[recipe] How to cure a dead lamb
Life teaches that death is the point where we stop to feed on other life and other life starts to feed on us. Just because this is the course of life does not mean we should skip thankfulness for all life that we feed on. I guess if we would be more thankful and thoughtful for our life and all life that dies to feed us, we would quite possibly live more harmonious. That is my basic understanding when I cook.
Humans are distinguished from other life by cooking.
When I decided to prepare lamb in Scotland I first had to find good ingredients. I asked Dave to find the best butcher in the area and when I had his name and address I asked Anthony and Simone (Surace) and Thomas to accompany me. A wonderful day out. I guess someone took some pictures.
Butchers were priests to many gods in our history. To reign the line between life and death should be an act of decency and dignity. With the best butchers this tradition is still alive, if only as a faint background tune. And one can taste the difference.

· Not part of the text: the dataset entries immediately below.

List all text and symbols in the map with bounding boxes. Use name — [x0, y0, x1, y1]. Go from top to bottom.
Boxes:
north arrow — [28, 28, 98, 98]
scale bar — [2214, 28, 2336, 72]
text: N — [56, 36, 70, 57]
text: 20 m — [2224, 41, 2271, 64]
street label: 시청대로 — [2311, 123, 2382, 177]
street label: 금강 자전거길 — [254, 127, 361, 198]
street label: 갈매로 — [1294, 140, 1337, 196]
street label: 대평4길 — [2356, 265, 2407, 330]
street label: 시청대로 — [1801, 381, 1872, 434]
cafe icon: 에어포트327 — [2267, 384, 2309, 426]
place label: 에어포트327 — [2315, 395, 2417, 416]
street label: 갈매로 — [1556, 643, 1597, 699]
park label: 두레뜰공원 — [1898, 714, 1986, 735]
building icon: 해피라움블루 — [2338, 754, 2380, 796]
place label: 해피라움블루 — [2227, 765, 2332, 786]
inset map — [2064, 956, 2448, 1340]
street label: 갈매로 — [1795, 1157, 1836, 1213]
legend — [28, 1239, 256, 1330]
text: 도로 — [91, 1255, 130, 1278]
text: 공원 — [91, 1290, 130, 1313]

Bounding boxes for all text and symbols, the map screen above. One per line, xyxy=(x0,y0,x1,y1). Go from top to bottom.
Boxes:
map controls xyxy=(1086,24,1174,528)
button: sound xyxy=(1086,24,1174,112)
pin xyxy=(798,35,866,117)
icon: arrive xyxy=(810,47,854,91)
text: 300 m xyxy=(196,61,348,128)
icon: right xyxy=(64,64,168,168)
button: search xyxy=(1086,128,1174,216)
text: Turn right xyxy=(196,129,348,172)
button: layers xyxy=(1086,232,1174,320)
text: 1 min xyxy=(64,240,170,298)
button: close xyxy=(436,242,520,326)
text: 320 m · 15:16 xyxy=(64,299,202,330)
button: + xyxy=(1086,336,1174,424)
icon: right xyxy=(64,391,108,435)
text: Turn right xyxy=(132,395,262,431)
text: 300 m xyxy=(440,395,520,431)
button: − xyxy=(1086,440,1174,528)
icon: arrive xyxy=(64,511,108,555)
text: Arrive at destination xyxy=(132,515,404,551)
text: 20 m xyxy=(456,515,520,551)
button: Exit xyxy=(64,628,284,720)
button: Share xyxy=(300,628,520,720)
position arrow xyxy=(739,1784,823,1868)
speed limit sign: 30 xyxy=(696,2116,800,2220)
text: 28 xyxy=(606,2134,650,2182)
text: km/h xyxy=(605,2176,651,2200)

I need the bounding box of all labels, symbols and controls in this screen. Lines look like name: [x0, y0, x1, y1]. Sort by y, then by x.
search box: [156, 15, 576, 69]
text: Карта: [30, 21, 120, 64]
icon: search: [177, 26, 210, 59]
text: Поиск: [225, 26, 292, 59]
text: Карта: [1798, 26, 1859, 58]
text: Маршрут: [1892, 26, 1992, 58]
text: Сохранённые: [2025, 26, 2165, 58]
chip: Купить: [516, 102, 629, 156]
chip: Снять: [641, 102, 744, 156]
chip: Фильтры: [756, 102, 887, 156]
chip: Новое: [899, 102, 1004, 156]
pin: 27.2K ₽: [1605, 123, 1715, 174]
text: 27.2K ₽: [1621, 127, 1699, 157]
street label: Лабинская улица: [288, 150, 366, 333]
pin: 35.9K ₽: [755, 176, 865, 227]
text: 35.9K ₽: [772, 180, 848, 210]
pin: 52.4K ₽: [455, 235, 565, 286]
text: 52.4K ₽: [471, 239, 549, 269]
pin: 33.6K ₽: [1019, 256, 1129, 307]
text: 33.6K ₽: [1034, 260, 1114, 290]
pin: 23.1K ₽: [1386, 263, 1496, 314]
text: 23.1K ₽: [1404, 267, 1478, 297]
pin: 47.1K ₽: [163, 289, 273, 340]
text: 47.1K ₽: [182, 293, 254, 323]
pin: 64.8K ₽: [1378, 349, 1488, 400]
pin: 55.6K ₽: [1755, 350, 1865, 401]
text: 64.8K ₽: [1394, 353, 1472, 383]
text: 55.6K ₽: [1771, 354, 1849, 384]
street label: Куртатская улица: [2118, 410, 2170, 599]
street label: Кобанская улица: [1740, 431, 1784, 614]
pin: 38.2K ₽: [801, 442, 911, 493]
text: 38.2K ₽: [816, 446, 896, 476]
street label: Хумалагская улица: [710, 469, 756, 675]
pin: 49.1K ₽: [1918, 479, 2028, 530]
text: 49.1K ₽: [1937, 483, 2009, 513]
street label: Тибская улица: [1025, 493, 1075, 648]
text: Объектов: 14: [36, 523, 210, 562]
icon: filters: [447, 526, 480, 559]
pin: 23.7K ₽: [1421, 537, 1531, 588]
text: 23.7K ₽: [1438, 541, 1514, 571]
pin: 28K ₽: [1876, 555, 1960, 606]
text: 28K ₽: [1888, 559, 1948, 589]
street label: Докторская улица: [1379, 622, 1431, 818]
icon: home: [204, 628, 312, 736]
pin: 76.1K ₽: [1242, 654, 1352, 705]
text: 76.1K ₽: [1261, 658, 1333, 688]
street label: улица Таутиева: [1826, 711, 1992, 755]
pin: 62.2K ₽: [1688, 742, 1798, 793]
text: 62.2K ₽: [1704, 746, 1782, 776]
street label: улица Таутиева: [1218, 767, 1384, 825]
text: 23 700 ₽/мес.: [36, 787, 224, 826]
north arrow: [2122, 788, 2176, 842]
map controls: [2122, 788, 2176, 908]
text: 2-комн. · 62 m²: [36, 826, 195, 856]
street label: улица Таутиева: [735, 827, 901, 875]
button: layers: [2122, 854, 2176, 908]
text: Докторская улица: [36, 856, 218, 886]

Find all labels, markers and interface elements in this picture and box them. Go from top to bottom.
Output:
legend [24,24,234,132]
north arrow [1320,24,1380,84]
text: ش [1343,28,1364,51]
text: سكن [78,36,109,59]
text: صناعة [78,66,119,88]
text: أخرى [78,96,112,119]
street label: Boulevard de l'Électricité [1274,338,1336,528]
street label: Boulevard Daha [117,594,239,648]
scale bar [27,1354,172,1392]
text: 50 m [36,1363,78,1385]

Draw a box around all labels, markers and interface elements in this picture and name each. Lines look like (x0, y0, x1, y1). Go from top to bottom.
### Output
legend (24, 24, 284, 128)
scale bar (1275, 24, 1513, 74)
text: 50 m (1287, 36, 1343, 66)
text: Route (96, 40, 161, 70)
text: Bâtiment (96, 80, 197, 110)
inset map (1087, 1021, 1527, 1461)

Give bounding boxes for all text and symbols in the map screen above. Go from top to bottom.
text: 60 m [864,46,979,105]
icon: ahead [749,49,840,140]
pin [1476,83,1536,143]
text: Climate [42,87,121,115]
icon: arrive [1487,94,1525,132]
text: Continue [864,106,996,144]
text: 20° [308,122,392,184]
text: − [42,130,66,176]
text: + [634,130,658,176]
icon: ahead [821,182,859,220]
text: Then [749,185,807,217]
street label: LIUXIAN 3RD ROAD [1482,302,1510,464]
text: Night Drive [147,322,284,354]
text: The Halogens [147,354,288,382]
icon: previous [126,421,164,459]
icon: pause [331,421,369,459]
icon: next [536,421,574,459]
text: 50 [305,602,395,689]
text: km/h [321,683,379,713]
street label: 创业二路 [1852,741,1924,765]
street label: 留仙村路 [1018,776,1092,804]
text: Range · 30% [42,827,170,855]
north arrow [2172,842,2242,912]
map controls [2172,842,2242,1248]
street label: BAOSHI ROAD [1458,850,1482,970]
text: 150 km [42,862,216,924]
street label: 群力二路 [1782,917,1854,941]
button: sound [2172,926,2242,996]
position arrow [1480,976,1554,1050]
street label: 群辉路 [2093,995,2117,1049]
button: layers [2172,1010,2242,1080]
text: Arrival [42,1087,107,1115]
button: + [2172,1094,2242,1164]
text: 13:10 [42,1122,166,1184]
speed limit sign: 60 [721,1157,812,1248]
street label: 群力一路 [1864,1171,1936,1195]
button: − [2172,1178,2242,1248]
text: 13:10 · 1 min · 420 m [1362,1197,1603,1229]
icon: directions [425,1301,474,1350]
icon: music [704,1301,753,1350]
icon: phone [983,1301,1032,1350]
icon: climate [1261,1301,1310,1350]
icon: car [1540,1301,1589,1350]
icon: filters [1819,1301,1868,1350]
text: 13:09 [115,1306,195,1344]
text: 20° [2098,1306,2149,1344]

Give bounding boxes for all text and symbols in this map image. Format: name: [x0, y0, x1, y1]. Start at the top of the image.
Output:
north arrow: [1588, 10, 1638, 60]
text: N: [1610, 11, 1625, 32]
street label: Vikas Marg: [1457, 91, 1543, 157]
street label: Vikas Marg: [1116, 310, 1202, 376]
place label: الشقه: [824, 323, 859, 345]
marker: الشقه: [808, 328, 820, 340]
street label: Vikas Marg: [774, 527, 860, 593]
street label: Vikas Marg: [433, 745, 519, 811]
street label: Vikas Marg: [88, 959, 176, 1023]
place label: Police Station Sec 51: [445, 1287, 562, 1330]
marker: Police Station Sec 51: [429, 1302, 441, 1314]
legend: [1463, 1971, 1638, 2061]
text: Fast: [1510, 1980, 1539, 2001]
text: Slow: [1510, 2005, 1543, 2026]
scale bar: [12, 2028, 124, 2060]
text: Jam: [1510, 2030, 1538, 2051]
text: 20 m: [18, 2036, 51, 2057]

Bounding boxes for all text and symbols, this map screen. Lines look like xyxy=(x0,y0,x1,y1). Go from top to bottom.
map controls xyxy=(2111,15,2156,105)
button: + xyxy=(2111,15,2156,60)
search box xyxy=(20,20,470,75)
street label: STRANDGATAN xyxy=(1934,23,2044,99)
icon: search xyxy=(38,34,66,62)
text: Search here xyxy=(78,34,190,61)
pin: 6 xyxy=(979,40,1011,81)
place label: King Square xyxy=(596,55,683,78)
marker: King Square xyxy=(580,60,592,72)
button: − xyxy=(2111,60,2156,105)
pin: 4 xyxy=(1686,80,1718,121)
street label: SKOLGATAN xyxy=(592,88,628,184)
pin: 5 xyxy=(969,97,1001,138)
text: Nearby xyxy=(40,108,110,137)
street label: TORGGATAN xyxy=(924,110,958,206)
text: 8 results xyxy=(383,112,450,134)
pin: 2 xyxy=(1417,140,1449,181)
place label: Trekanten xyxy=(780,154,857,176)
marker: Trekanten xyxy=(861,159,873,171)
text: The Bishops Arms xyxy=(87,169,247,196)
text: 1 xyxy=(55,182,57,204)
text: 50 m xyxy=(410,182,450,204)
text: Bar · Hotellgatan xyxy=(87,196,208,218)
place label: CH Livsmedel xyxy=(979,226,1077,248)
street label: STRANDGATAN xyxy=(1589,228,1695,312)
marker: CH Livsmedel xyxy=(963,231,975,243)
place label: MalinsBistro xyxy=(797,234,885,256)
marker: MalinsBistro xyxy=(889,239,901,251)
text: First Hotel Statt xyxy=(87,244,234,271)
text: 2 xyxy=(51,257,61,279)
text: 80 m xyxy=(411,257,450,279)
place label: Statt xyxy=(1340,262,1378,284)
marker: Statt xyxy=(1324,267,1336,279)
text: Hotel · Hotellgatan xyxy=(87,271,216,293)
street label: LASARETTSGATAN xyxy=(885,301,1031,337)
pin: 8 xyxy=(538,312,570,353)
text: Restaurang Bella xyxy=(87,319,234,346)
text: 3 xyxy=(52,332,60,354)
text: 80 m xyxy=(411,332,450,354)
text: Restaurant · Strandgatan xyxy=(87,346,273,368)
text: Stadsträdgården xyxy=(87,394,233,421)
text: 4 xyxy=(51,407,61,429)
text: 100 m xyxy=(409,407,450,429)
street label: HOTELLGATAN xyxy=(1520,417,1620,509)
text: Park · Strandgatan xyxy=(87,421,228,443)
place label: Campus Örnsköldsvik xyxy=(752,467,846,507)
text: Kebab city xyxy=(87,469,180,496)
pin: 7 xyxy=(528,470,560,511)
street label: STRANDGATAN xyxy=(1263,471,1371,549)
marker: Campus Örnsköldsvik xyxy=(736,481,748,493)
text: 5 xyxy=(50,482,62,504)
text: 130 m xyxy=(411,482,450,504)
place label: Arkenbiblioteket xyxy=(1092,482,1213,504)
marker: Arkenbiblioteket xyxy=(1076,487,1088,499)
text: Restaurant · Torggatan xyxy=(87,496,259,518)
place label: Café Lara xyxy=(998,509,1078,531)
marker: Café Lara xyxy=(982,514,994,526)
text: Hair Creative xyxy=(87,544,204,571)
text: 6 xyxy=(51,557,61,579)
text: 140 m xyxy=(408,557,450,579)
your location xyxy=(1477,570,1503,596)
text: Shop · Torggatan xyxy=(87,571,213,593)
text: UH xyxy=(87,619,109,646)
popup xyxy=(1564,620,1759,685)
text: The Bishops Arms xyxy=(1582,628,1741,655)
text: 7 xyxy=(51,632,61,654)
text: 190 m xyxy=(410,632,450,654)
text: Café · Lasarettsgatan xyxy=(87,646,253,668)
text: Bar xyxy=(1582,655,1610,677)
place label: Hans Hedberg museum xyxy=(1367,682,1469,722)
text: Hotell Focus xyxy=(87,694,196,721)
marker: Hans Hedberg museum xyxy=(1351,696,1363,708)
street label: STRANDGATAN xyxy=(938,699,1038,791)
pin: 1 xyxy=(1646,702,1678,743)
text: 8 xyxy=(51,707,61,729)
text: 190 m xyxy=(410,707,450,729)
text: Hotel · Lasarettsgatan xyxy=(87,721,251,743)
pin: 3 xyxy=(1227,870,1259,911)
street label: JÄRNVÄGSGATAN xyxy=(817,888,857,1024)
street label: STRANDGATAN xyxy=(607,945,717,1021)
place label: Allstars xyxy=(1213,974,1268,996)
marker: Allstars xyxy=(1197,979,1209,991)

Cooking can be done in a technical sense or it can be done with purpose. So I caressed both legs of our lamb with fine Italian vinegar to open the pores for salt and spices and I said “thank you, your sacrifice made sense, you are at center stage of our little feast”. Then I grinded the wonderful sea salt harvested from the shores of the Outer Hebrides with some extremely tasty fresh rosemary and garlic (Simone found them) and caressed it again. After the marinade soaked into the meat I added some fine Olive Oil and cooked it slowly for 8 hours in the stove.
The trick is to watch the cooking. The meat shall not get dry or too hot, that is why I used a thermometer to see the innermost temperature not raised beyond 82°C. So you want to use a cover of some kind, some thoughtfully applied aluminium foil will do.
Now you can do it as I did. Hope someone will add some pictures.